A proposta da Presidência checa do Conselho da UE para a regulação do trabalho nas plataformas digitais (por exemplo, Uber ou Bolt) não teve luz verde dos ministros da UE com a pasta do emprego e acabou rejeitada por maioria no conselho de ministros europeu desta quinta-feira. Portugal votou contra, ao lado de países como Espanha, por considerar a proposta conservadora e pouco ambiciosa na proteção dos trabalhadores.
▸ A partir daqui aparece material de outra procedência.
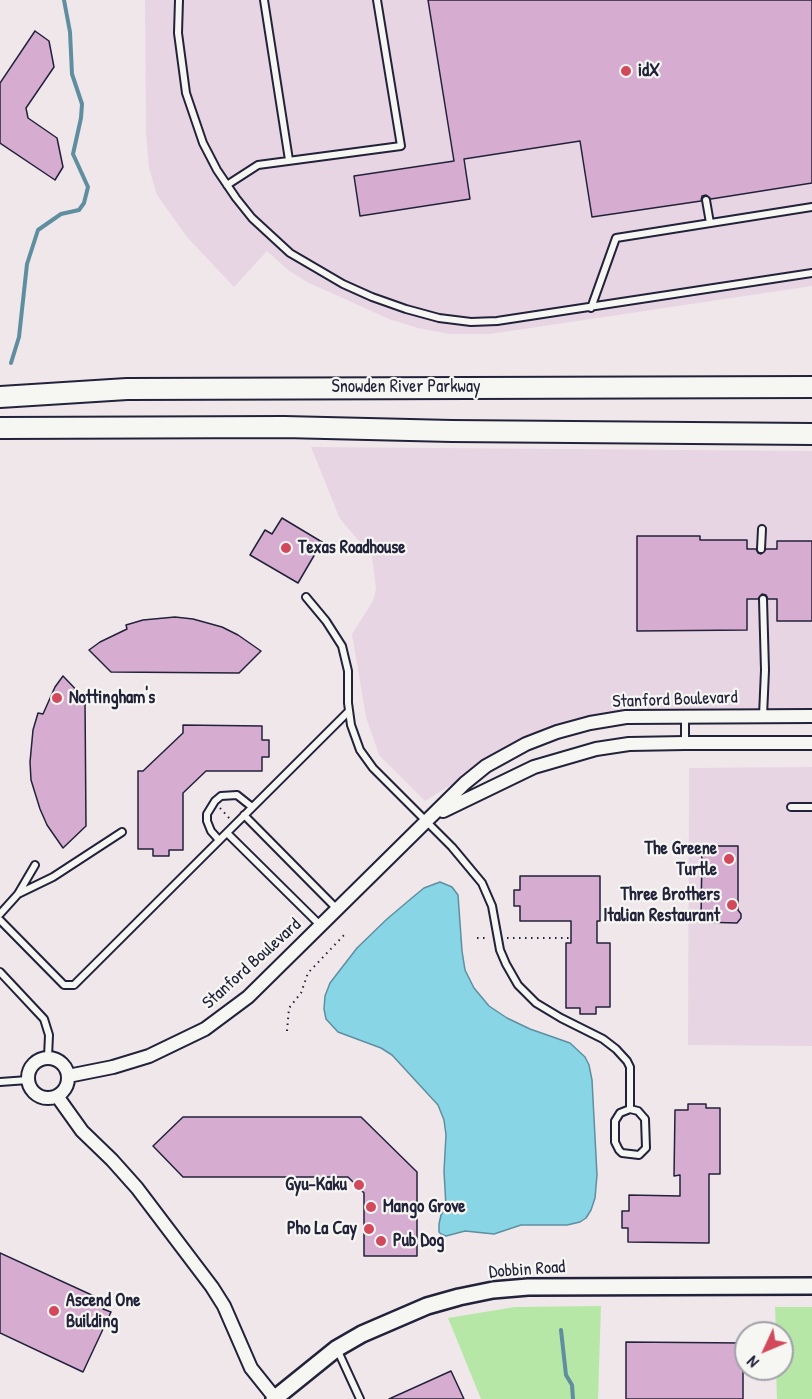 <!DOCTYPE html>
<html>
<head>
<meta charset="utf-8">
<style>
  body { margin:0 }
  #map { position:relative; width:812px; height:1399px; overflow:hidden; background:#f0e7eb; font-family:"Patrick Hand",sans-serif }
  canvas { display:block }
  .north { position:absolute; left:734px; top:1321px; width:60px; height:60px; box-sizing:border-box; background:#f6f6f2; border:2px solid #a1a1a9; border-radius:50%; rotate:226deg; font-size:16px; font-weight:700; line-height:24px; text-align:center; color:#22223b }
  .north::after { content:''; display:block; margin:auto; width:21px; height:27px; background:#d1495b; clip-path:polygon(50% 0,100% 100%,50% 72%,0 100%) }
</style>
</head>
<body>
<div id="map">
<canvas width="812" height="1399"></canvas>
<div class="north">N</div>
</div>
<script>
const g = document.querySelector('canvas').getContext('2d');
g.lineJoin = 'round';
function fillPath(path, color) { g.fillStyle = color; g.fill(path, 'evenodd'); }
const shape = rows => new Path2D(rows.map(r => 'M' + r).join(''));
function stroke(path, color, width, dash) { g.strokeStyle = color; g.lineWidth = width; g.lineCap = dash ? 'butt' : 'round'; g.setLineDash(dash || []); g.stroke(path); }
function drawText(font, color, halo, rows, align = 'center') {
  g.font = font + ' "Patrick Hand",sans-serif'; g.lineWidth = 4.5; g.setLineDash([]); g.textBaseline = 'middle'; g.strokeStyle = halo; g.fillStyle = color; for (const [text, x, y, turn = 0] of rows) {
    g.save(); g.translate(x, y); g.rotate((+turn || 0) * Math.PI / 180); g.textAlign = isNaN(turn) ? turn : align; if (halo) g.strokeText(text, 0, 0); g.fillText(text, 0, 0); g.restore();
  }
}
const built = shape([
  [145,0,812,0,812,286,490,334,450,334,418,328,389,319,307,282,288,270,267,251,234,287,187,237,157,195,149,168,146,133],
  [311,447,812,451,812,710,644,709,535,733,425,801,379,755,366,717,352,634,373,601,376,589,372,556,340,519],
  [812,767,812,1046,688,1045,689,768]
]);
const green = shape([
  [601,1306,598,1399,481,1399,448,1318,515,1307],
  [775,1307,812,1307,812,1399,777,1399,776,1369,782,1369,782,1333,776,1333]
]);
const water = shape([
  [440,882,452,887,458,895,462,951,465,970,474,988,489,1006,507,1018,530,1029,570,1043,585,1057,589,1065,592,1080,597,1175,595,1198,591,1210,586,1218,580,1222,567,1225,521,1225,494,1234,465,1231,446,1236,441,1234,439,1232,439,1224,441,1215,446,1207,444,1171,446,1135,444,1120,438,1105,392,1055,381,1048,338,1032,326,1019,324,1009,325,996,330,983,357,948,387,919,413,897,424,888,440,882]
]);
const stream = shape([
  [11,363,19,337,27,264,38,230,61,214,79,210,84,203,88,187,73,154,81,118,82,104,72,74,70,32,64,0],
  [561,1330,566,1375,572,1385,573,1399]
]);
const building = shape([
  [428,0,812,0,812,183,711,199,706,195,702,196,701,201,592,217,580,141,464,159,470,199,360,216,354,176,454,161,428,0],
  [35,31,49,41,54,67,26,108,28,118,57,138,63,167,55,180,0,143,0,83,35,31],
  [282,518,322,542,298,583,250,555,265,530,272,534,282,518],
  [637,536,700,536,700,540,747,540,747,549,756,549,758,553,761,554,766,549,777,549,777,541,812,541,812,621,777,621,777,599,768,599,766,595,762,594,758,599,747,599,747,630,637,631,637,536],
  [175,617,193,619,222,627,238,635,261,651,239,673,111,672,89,650,100,642,127,629,126,625,143,620,175,617],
  [63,676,85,699,86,826,63,848,47,825,40,809,31,780,30,762,33,730,38,713,43,714,55,687,63,676],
  [183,725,262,726,262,740,269,740,269,757,262,757,262,771,206,771,183,793,183,850,169,850,169,856,153,856,153,849,138,849,138,771,143,771,183,733,183,725],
  [702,846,738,846,738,910,741,914,741,918,737,923,701,922,702,846],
  [520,876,600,876,600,921,597,921,597,943,610,943,610,1007,596,1007,596,1014,580,1014,580,1008,566,1008,566,943,571,943,571,921,520,921,520,906,514,906,514,890,520,890,520,876],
  [688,1104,706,1104,706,1108,720,1108,720,1174,709,1174,709,1243,628,1242,628,1228,622,1228,622,1211,629,1211,629,1195,680,1196,680,1175,674,1176,675,1110,688,1110,688,1104],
  [183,1117,361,1117,417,1172,417,1256,364,1256,364,1193,348,1177,183,1177,153,1146,183,1117],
  [0,1253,107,1302,103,1309,111,1312,83,1372,0,1333,0,1253],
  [626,1342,743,1343,743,1399,626,1399,626,1342],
  [451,1371,464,1399,389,1399,451,1371]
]);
const path = shape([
  [220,808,230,819],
  [477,938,489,938],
  [507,938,571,938],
  [287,1031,289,1008,301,993,308,973,345,934]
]);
const service = shape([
  [179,0,178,33,186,93,203,143,217,170,236,198,252,218,290,253,343,284,372,297,406,309,439,318,471,322,497,321,812,273],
  [264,0,289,160],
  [227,185,258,165,401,146,377,0],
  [706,200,710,223],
  [591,308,616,238,812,207],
  [761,549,762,529],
  [306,597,326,621,342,646,348,671,348,703,351,725,360,750,373,768,452,847,482,883,492,906,500,950,506,964,518,985,536,1003,561,1018,603,1039,616,1049,627,1061,630,1067,630,1109,620,1113,615,1121,615,1142,619,1150,622,1153,639,1155,646,1148,645,1119,638,1111,630,1109],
  [763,599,765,670,763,716],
  [685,743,685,716],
  [791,807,812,807],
  [244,815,337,909],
  [227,833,320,925],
  [219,840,211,831,207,821,207,814,215,801,221,796,237,795,252,807],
  [18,894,53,877,122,832],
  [0,914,18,894,35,865],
  [0,920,64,985,74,985,349,711],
  [0,972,44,1019,49,1035,48,1057],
  [0,1082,28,1080],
  [337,1349,360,1399]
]);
const minor = shape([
  [443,811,534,767,596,749,629,744,685,743,812,743],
  '28 1078a20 20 0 1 1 40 0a20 20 0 1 1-40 0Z',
  [68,1076,113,1067,149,1056,205,1029,248,997,465,783,486,766,526,744,557,732,590,723,626,717,812,716],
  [57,1096,82,1131,112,1160,137,1188,212,1287,224,1306,251,1368,275,1398]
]);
const tertiary = shape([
  [274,1399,336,1349,362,1334,427,1306,459,1297,493,1290,528,1287,812,1286]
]);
const primary = shape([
  [0,397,127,389,812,387],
  [0,428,284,427,452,431,812,434]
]);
const markers = [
  [626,71,6,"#d1495b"],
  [286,548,6,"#d1495b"],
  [57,698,6,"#d1495b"],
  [729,859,6,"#d1495b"],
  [732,905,6,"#d1495b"],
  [359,1185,6,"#d1495b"],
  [371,1207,6,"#d1495b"],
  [369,1229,6,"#d1495b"],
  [381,1241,6,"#d1495b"],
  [54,1311,6,"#d1495b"]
];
const poiNames = [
  ["idX",638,71],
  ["Texas Roadhouse",298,548],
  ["Nottingham's",69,698],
  ["The Greene",717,849,"right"],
  ["Turtle",717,870,"right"],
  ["Three Brothers",720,895,"right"],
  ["Italian Restaurant",720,916,"right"],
  ["Gyu-Kaku",347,1185,"right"],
  ["Mango Grove",383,1207],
  ["Pho La Cay",357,1229,"right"],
  ["Pub Dog",393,1241],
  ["Ascend One",66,1301],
  ["Building",66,1322]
];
const streetNames = [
  ["Snowden River Parkway",406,387],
  ["Stanford Boulevard",675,700,-2],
  ["Stanford Boulevard",252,964,-42],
  ["Dobbin Road",527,1270,-4]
];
fillPath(built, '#e8d5e3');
fillPath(green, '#b7e7a7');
fillPath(water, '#88d6e5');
stroke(water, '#5f8ea1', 1.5);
stroke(stream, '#5f8ea1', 4);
fillPath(building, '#d6acd1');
stroke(building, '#22223b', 1.5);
stroke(service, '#22223b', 10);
stroke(minor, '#22223b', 16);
stroke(tertiary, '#22223b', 20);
stroke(primary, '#22223b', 24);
stroke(path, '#22223b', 2, [1.5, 4.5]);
stroke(service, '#f6f6f2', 6);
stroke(minor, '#f6f6f2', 12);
stroke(tertiary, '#f6f6f2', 15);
stroke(primary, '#f6f6f2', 20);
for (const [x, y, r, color] of markers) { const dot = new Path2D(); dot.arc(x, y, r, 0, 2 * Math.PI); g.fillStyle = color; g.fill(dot); stroke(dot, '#f6f6f2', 2); }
drawText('bold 18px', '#22223b', '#f6f6f2', poiNames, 'left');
drawText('18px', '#22223b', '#f6f6f2', streetNames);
</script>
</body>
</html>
Na sua intervenção, durante a reunião, a ministra portuguesa do Trabalho, Ana Mendes Godinho, destacou os pontos em que Portugal não concordava com a proposta da Presidência checa. Desde logo, o facto de ter aumentado — face à proposta de diretiva da Comissão Europeia — de dois para três o número de indícios necessários para que seja reconhecido um vínculo de trabalho dependente a um trabalhador da plataforma.
“O aumento dos critérios para aplicação da presunção, aliada à derrogação genérica prejudicam a aplicação da presunção, põe em causa o reconhecimento dos trabalhadores como tal e a segurança jurídica no território da União, gerando confusão no sistema jurídico”, defendeu a ministra. Mendes Godinho pediu uma “presunção clara, robusta e eficaz com critérios que reflitam o efetivo exercício de poderes laborais e permitam distinguir os trabalhadores das plataformas dos verdadeiros prestadores de serviço”.
Portugal esteve ainda contra uma nova cláusula acrescentada recentemente pela Presidência checa como cedência a outro grupo de países, que esclarecia que a presunção legal não se deve aplicar aos procedimentos fiscais, penais e relacionados com a Segurança Social (a menos que os países o quisessem). “É fundamental garantir que a presunção se aplica de forma harmonizada aos procedimentos criminais, fiscais ou de Segurança Social, garantindo os mesmos direitos para todos os trabalhadores”, disse ainda Ana Mendes Godinho.
A Presidência checa também propõe que quando a plataforma contesta a decisão de reconhecimento do vínculo, os procedimento legais não tenham um efeito suspensivo, mas Portugal critica esta opção. “A existência de uma proibição de efeito suspensivo é essencial à eficácia real da diretiva sem o qual se frustram os objetivos que levaram a sua redação em primeiro lugar”, referiu.
Para a ministra, a proposta apresentada pela Comissão em dezembro do ano passado “respondia de forma equilibrada às necessidades dos trabalhadores sem pôr em causa a atividade das plataformas”. Já o texto da Presidência checa “não responde às necessidades reais de milhões de trabalhadores”.
“Esta não é uma proposta equilibrada que responda às necessidades reais dos milhões de trabalhadores que esperam pela nossa ação e que precisam urgentemente desta diretiva. Portugal não pode apoiar porque estaríamos a prejudicar milhões de trabalhadores com esta redação”, frisou, mostrando disponibilidade para continuar a trabalhar “para que esta diretiva rapidamente veja a luz do dia”.
E agora, como fica o processo?
A proposta da Presidência checa trata-se de uma orientação em relação à proposta de diretiva que a Comissão Europeia apresentou no final do ano passado para a proteção dos trabalhadores das plataformas, mais concretamente para que se distinga entre os trabalhadores genuinamente independentes e os que trabalham como se fossem dependentes, de forma a que a esses seja reconhecido um vínculo. Um dos pontos em que difere da orientação da Presidência checa é o facto de prever que para o reconhecimento do vínculo é preciso verificar-se a existência de dois (em cinco) critérios — chamados “indícios de laboralidade” — e não três (em sete), como propunha a Presidência checa.
Este era um dos pontos mais críticos a dividir os países, essencialmente em dois grupos. De um lado, países como Portugal, os Países Baixos e a Espanha, que pediam menos critérios para o reconhecimento do vínculo. De outro lado, países da Europa central e de leste que pediam até o aumento desses indícios. Tais países também queriam que a cláusula de suspensão — que garante que os trabalhadores sejam considerados dependentes assim que a presunção seja acionada e os procedimentos de refutação por parte da plataforma sejam desencadeados — fosse eliminada.
Caberá agora à próxima Presidência da UE — que será sueca, a partir de janeiro — tentar chegar a uma nova proposta de orientação que recolha o agrado da maioria dos países. Isso significa que vão passar meses até que haja nova orientação. Isso não impede os países de irem legislando sobre o trabalho nas plataformas (Portugal está a fazê-lo, no âmbito da chamada agenda do trabalho digno).